Four articles addressing elder abuse examine the risk factors and consequences of violence across the life course. The articles explain the link between elder abuse — psychological abuse, physical abuse, caregiver neglect, and financial exploitation — and poor physical and mental health, chronic pain, greater use of healthcare services, and increased risk of mortality among older Chinese Americans.
Four articles that investigate cognitive function in the context of immigration, psychological distress, social engagement, and oral health are the first of their kind in the U.S. Chinese population. The articles emphasize the need for further study of this population’s cognitive function later in life.
Three articles explore how the psychological well-being of Chinese older adults relates to physical health over time. The researchers establish a link between depressive symptoms and comorbid health conditions and demonstrate the need for emphasized screening for depression risk factors and the development of intervention strategies to proactively prevent the onset of disability.

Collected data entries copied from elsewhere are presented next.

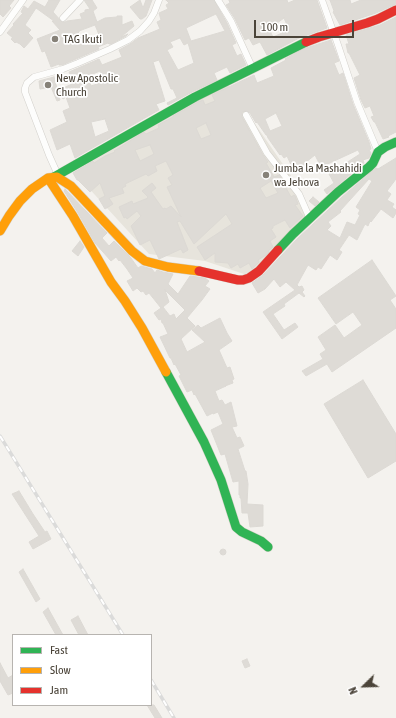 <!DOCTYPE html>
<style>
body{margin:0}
#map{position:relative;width:396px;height:718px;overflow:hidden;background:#f4f2ee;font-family:"Asap Condensed",sans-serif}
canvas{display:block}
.legend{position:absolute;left:12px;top:634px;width:140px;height:72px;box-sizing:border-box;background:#fff;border:1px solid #b7b4b0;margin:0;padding:5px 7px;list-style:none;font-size:12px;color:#4b4439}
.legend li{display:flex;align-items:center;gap:8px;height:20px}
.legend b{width:20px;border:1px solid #b7b4b0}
.north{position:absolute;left:344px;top:666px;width:40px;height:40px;-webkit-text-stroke:3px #fff;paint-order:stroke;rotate:247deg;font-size:11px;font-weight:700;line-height:16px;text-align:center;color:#4b4439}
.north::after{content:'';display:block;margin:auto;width:14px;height:18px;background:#4b4439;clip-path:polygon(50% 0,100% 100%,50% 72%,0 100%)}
.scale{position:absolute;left:254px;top:20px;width:100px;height:18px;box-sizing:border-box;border:2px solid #4b4439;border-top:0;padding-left:5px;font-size:12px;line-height:14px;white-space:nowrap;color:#4b4439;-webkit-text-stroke:3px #fff;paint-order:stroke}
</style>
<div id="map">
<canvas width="396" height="718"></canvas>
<ul class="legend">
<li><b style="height:5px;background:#30b455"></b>Fast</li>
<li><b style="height:5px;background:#ff9f0a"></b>Slow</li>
<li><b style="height:5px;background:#e5322d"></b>Jam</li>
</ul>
<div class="north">N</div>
<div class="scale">100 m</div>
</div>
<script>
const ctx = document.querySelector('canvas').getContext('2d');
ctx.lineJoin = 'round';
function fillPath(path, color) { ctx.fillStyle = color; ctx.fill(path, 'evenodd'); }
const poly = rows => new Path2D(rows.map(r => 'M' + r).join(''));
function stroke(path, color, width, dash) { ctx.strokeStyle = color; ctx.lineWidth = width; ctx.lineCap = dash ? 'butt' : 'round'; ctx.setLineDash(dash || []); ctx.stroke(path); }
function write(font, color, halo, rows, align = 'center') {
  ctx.font = font + ' "Asap Condensed",sans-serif'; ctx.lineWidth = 3.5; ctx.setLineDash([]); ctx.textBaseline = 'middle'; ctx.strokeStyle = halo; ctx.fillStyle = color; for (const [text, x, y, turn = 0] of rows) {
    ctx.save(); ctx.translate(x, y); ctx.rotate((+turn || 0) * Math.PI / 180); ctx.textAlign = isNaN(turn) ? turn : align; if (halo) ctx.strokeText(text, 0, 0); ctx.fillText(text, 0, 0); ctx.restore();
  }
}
const residential = poly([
 [226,82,298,186,304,199,309,213,258,269,250,273,244,274,205,261,149,254,74,172]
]);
const building = poly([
 [0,0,14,0,9,6,11,8,3,17,0,14,0,0],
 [49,0,60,0,53,12,62,22,65,22,67,21,82,19,80,14,85,12,85,10,90,9,84,0,92,0,97,8,93,11,97,22,105,18,117,17,117,16,122,16,122,25,132,21,134,26,121,37,128,34,126,36,111,44,109,44,108,43,98,47,99,49,76,59,62,65,59,65,59,64,51,67,45,51,42,52,37,39,60,30,52,21,54,21,36,8,25,25,31,30,28,33,33,38,24,48,20,44,16,42,15,43,11,39,13,38,7,33,14,25,13,24,23,13,21,12,24,6,28,9,34,1,45,7,49,0],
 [95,25,100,37,83,45,78,33,79,32,79,31,95,25],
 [140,0,143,8,146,0,152,0,146,16,142,19,140,19,130,7,140,0],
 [166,0,214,0,227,23,236,43,232,45,237,56,241,54,246,65,230,73,227,67,214,73,217,80,192,92,168,105,167,103,177,98,173,89,171,89,159,60,153,62,165,101,156,104,159,110,150,115,75,158,70,144,57,150,50,130,67,122,63,111,70,108,66,97,63,99,59,90,72,84,69,78,71,77,69,72,99,59,102,65,122,57,119,50,130,44,138,38,160,29,157,22,161,20,159,13,168,9,166,5,169,3,166,0],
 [216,14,225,31,191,41,186,28,216,14],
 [180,38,184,45,188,43,194,63,178,70,167,50,173,47,170,42,180,38],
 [100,71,103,82,91,86,88,76,100,71],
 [105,119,109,131,95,137,91,122,105,119],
 [229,0,287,0,288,3,295,0,317,0,327,28,299,38,267,55,260,42,253,45,249,38,245,40,235,19,226,5,230,3,229,0],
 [284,18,289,30,273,37,269,29,284,18],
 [330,0,350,0,351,4,361,0,396,0,396,4,376,13,340,25,333,12,334,11,330,0],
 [396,17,396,132,388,136,389,137,383,139,375,122,374,122,371,117,374,116,370,106,365,108,361,100,354,78,360,75,349,53,348,53,346,44,349,44,346,35,380,25,396,17],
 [331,40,339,61,334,63,339,75,343,73,353,104,369,142,371,149,369,150,371,153,369,158,363,160,364,163,356,168,357,168,351,172,352,173,327,194,324,190,334,183,329,174,360,154,358,150,321,167,315,155,306,162,307,164,296,169,294,166,292,167,287,156,284,158,281,154,280,155,268,138,267,135,266,135,257,122,256,123,250,113,246,111,242,112,242,117,263,155,268,162,266,163,274,177,279,175,286,185,285,186,291,197,294,195,295,196,298,204,295,205,303,216,290,228,285,220,273,226,273,228,271,229,276,237,270,241,273,247,268,251,269,252,266,255,258,260,259,262,252,269,249,263,240,268,238,264,231,268,228,263,215,262,215,253,205,260,197,247,232,224,226,214,194,244,180,221,177,222,188,250,183,253,181,249,159,259,150,240,140,245,131,226,141,216,137,211,127,219,126,217,124,218,119,207,132,201,133,204,148,198,147,197,148,197,142,191,152,183,156,188,151,192,163,209,165,208,166,209,171,206,181,217,167,187,172,185,168,178,173,175,166,161,155,166,157,171,148,176,146,174,125,184,126,186,122,188,124,193,109,198,113,204,105,209,99,199,105,196,100,183,90,192,78,180,77,180,73,173,93,161,94,163,105,156,115,152,114,151,144,132,146,134,159,128,158,125,173,117,173,116,198,102,203,100,205,105,215,101,212,95,254,75,257,83,274,76,271,68,286,60,285,59,303,49,331,40],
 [276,113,282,126,270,131,265,119,276,113],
 [206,123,211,135,201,139,196,128,206,123],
 [150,145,154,154,140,161,135,150,150,145],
 [271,181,278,193,266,198,260,188,271,181],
 [54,77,60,100,57,101,51,87,40,89,39,81,54,77],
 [396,158,396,179,387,191,391,194,387,200,394,204,392,207,396,210,396,213,393,218,381,209,371,222,370,221,368,226,365,224,357,240,349,235,339,250,342,252,337,260,330,255,321,269,318,267,316,270,308,265,297,285,299,287,302,286,304,290,302,292,305,296,304,297,299,293,284,304,285,306,273,314,284,330,295,323,298,327,282,339,263,312,295,290,286,282,280,287,274,279,265,289,258,293,252,283,263,275,298,238,342,197,376,168,378,169,396,158],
 [369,179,372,181,356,207,360,210,358,214,360,215,355,225,347,222,340,238,327,230,331,226,328,222,341,212,340,211,369,179],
 [65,189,107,233,102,238,109,246,114,241,131,258,138,268,141,266,152,269,155,273,157,270,163,272,173,274,168,284,178,294,190,276,205,278,209,281,205,286,210,289,202,300,187,318,195,326,181,339,187,352,205,342,192,330,198,325,201,328,220,318,227,333,232,341,219,350,227,368,230,367,234,379,232,380,233,383,225,386,226,386,215,391,219,401,222,400,225,405,231,402,237,426,232,427,237,438,240,437,244,446,238,449,245,471,246,471,248,484,247,504,263,505,263,526,250,527,248,513,242,513,241,498,240,498,240,495,239,495,239,481,233,482,225,454,221,455,211,430,223,424,218,412,213,414,213,413,207,416,195,394,194,395,192,390,187,392,179,376,181,375,175,364,174,365,171,358,170,358,160,337,168,334,163,323,162,323,161,319,159,320,154,313,161,308,149,293,146,295,143,291,141,292,137,288,133,291,127,281,133,278,127,269,120,260,119,261,116,257,111,261,95,243,78,213,64,191,65,189],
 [165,290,185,310,176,319,174,314,170,316,163,307,169,302,165,290],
 [313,197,319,202,315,206,309,201,313,197],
 [80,241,84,247,78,256,72,251,80,241],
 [372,260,396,296,390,300,396,309,396,328,332,372,327,364,306,376,302,371,323,359,320,354,326,350,318,337,335,325,344,338,362,325,353,312,336,324,318,298,372,260],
 [363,380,396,434,396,461,368,478,324,404,363,380],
 [19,491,33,514,45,532,47,531,51,539,33,549,29,542,39,536,12,494,19,491],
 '220 552a3 3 0 1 1 6 0a3 3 0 1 1-6 0Z',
 [23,569,40,599,36,602,19,572,23,569],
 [48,608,63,635,56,635,43,612,48,608],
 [78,616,88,635,79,635,71,620,78,616],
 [247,659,250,666,245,668,242,661,247,659],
 [0,663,8,678,13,675,13,693,8,695,0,681,0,663],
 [147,705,154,705,162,718,155,718,147,705]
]);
const street = poly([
 [218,0,231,21,253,69],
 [322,0,338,45,357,102,378,152],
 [63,18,80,0],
 [0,32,23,0],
 [246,115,267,153,299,194,310,219],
 [58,175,49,155,25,92,25,88,27,83,34,77,63,69,78,63,110,49,128,40,140,31,149,21,154,13,159,0]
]);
const fast = poly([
 [54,177,195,97,306,42],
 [278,250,293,234,338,192,369,167,373,163,378,152,385,147,396,142],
 [166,372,204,442,221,480,236,527,242,532,261,541,268,547]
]);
const slow = poly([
 [48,178,73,216,111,282,125,301,142,328,166,372],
 [0,231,9,216,20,201,32,189,48,178,57,177,71,186,132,251,145,261,168,267,199,271]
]);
const jam = poly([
 [306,42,319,37,367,23,378,19,396,10],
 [199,271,238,280,243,280,249,278,259,271,278,250]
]);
const rail = poly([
 [0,436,123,635],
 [151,680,174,718]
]);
const markers = [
 [55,39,4,"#868178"],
 [48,85,4,"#868178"],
 [266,175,4,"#868178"]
];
const poiNames = [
 ["TAG Ikuti",63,39],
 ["New Apostolic",56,78],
 ["Church",56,92],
 ["Jumba la Mashahidi",274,168],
 ["wa Jehova",274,182]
];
fillPath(residential, '#e7e4dc');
fillPath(building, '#dedbd6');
stroke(building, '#dcd9d4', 1);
stroke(street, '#d2d0cb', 7);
stroke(fast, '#d3cfc5', 10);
stroke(slow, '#d3cfc5', 10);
stroke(jam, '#d3cfc5', 10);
stroke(street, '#fdfdfc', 6);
stroke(fast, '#30b455', 9);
stroke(slow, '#ff9f0a', 9);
stroke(jam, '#e5322d', 9);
stroke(rail, '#dbdbda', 3.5);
stroke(rail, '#fff', 2, [6]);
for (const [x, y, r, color] of markers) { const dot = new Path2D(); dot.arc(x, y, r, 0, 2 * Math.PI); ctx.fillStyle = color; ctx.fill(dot); stroke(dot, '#fff', 1.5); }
write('12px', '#4b4439', '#fff', poiNames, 'left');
</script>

Three articles address older Chinese immigrants’ social relationships, exploring the impact of family relationships on health and wellness, filial obligations and caregiving burdens, and social engagement.
Two articles analyze patterns of health behaviors among Chinese older adults to understand potential predictors and consequences of specific health behaviors.
- Abuse is prevalent in the Chinese American community, with 11.4% of study respondents reporting child abuse, 6.5% reporting intimate partner violence, and 15.2% reporting elder abuse.
- Individuals with a history of child abuse were four times likelier to experience intimate partner violence and psychological elder abuse.
- A history of psychological, intimate partner violence correlates with eight times the risk of re-experiencing psychological abuse as older adults.
- Intimate partner violence was associated with five to eight times the risk for psychological elder abuse, six to nine times the risk for physical/sexual abuse, and three times the risk for financial exploitation.
- Individuals with a history of childhood physical/sexual abuse experienced two times the risk of re-experiencing physical/sexual intimate partner violence. Those with a history of physical/sexual intimate partner violence faced nine times higher risks of re-experiencing physical/sexual elder abuse.
- All subtypes of elder abuse were associated with a substantially increased risk of 1-, 3-, and 4-year mortality.
- 41.5% of Asian Americans reported not receiving annual oral health examinations, which links to decreased quality of life, depression, hypertension, poor cognition, and cognitive decline.
- Approximately 50% and 54% of U.S. Chinese older adults experience various levels of functional disability and depressive symptoms, respectively.
- Comorbid depression is associated with a six-fold higher likelihood of functional disability, a 70% increase in overall medical costs, and a 2.4-fold increase in mortality than those without depression.
- More than 84% of Chinese American study participants had one or more chronic medical conditions, and more than 60% had two or more.
- 25% of older Chinese men are current smokers compared with only 8.8% among the general US population aged 65 and older.
“A growth rate almost four times higher than that of the overall U.S. older adult population necessitates a thorough understanding of older Chinese Americans’ health needs,” said Dong. This research will help promote healthy aging adequately, prevent health disparities, and inform the development of culturally sensitive healthcare.”